IT Security Analyst - IT Security Officer

IT Security Analyst - IT Security Officer sought by an exciting and growing business with offices in Oxfordshire. There will be an option to work from home within the working week.

To succeed, you'll need significant IT Security experience together with a strong understanding of IT systems and processes. This is a role where you'll make an important impact, so you'll need deep technical understanding of IT systems and appropriate technical qualifications such as Security+, CEH, CCNA, MCSE. A self-starter and excellent team motivator, you'll have the ability to build effective working relationships at all levels and bring integrity, trust and an innovative mindset to the role

Duties will include:

• Engage with suppliers, review supplier documentation and, if required, prepare risk management documentation and technical risk assessments to support Change Management and Information Security Management processes.
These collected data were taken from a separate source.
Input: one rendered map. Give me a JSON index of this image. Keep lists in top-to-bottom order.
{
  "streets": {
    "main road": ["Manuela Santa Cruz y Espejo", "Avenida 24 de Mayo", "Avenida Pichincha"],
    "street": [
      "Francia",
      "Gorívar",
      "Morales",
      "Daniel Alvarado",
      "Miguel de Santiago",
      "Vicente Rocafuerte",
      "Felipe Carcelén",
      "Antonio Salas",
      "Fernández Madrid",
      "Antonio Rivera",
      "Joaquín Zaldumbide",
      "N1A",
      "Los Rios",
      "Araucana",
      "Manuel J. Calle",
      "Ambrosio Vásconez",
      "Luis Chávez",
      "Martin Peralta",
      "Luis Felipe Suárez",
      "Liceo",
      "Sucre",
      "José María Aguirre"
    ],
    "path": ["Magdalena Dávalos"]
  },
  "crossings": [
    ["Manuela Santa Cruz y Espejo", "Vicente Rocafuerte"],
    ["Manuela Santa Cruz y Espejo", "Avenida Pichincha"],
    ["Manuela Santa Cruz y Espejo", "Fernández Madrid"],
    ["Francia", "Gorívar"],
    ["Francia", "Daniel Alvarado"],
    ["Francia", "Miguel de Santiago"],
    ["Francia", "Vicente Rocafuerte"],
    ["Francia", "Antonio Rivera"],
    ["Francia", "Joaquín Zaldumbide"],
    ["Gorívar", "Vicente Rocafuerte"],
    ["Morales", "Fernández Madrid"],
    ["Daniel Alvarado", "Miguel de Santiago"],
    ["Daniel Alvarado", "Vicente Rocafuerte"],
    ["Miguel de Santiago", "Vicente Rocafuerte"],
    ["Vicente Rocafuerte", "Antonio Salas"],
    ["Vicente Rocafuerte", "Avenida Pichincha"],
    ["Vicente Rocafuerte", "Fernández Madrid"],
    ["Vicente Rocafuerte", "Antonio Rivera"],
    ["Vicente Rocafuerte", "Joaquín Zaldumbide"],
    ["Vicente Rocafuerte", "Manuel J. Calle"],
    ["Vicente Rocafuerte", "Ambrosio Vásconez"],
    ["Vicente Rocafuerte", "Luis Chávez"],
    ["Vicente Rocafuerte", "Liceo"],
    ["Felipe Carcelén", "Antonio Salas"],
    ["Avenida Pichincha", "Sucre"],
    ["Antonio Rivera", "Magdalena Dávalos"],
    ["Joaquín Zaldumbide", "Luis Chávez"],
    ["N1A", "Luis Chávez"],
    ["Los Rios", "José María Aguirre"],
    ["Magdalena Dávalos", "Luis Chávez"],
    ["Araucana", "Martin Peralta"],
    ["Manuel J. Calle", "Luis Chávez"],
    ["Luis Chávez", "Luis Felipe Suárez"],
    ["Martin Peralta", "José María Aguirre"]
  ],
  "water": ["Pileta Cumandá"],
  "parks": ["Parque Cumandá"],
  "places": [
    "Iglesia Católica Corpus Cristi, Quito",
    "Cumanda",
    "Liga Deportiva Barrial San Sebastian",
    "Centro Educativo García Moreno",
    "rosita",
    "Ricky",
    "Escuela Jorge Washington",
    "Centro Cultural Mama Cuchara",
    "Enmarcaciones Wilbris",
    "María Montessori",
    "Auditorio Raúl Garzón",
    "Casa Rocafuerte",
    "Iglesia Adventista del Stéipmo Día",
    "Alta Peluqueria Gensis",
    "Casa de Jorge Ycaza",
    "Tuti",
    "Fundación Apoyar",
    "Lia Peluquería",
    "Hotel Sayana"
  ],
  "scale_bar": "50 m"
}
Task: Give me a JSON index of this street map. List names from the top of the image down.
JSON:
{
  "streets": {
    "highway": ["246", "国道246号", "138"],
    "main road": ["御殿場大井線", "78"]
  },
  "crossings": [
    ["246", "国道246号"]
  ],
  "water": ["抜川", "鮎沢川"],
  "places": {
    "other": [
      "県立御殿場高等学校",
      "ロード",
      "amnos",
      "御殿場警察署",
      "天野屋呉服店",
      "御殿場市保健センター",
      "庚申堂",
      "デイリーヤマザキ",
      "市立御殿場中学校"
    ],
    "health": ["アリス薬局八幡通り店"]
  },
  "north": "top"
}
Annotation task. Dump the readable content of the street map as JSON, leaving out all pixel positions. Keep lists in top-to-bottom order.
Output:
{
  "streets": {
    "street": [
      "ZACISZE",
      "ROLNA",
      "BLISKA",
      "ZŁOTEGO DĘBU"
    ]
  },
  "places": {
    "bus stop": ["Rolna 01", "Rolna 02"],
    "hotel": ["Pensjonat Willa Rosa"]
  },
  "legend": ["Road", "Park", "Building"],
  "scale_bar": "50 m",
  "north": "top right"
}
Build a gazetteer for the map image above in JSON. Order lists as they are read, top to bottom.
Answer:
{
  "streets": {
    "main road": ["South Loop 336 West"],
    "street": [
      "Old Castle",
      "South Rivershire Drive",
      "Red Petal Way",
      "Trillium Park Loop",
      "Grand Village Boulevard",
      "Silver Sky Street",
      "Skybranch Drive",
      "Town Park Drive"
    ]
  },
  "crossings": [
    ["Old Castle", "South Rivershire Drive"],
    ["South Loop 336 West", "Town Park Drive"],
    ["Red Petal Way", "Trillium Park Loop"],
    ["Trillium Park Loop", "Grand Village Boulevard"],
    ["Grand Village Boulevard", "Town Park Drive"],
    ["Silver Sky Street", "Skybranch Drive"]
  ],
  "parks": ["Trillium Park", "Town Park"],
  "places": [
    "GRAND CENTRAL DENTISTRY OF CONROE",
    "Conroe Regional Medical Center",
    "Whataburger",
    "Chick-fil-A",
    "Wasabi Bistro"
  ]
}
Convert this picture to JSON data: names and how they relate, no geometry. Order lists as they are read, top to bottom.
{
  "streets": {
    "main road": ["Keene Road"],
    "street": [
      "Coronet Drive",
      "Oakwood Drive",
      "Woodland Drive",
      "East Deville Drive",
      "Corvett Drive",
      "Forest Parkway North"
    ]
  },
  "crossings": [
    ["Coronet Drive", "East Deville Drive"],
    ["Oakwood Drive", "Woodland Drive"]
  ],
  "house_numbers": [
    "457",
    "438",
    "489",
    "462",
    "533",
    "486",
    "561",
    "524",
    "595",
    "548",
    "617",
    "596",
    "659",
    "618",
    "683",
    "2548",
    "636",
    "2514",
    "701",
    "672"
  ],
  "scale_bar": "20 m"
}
Participate in the weekly Change Advisory Board.
• Lead and manage required regular infrastructure and build security audits including IT Health Checks and discrete system penetration testing, etc.
• Manage the remediation action plans relating to recommendations to reduce infrastructure and service vulnerabilities.
• Manage and liaise with partners and 3rd party suppliers, evaluating information security products and services including regular reporting from suppliers SOC functions and technical security controls.
• Establish and direct an ongoing, proactive risk assessment program for all new and existing systems and remain familiar with the business processes so effective controls can be put in place for those areas presenting the greatest information security risk.
• Communicate risks and recommendations to mitigate risks to the IT senior management team, taking account to impact on business processes and cost/benefit terms so decisions can be made to ensure the security of information systems and information
• Maintain contact with security authorities, internal and external, to ensure that security warnings/advisories are appropriately monitored and acted upon to ensure that information remains secure against external and internal threats.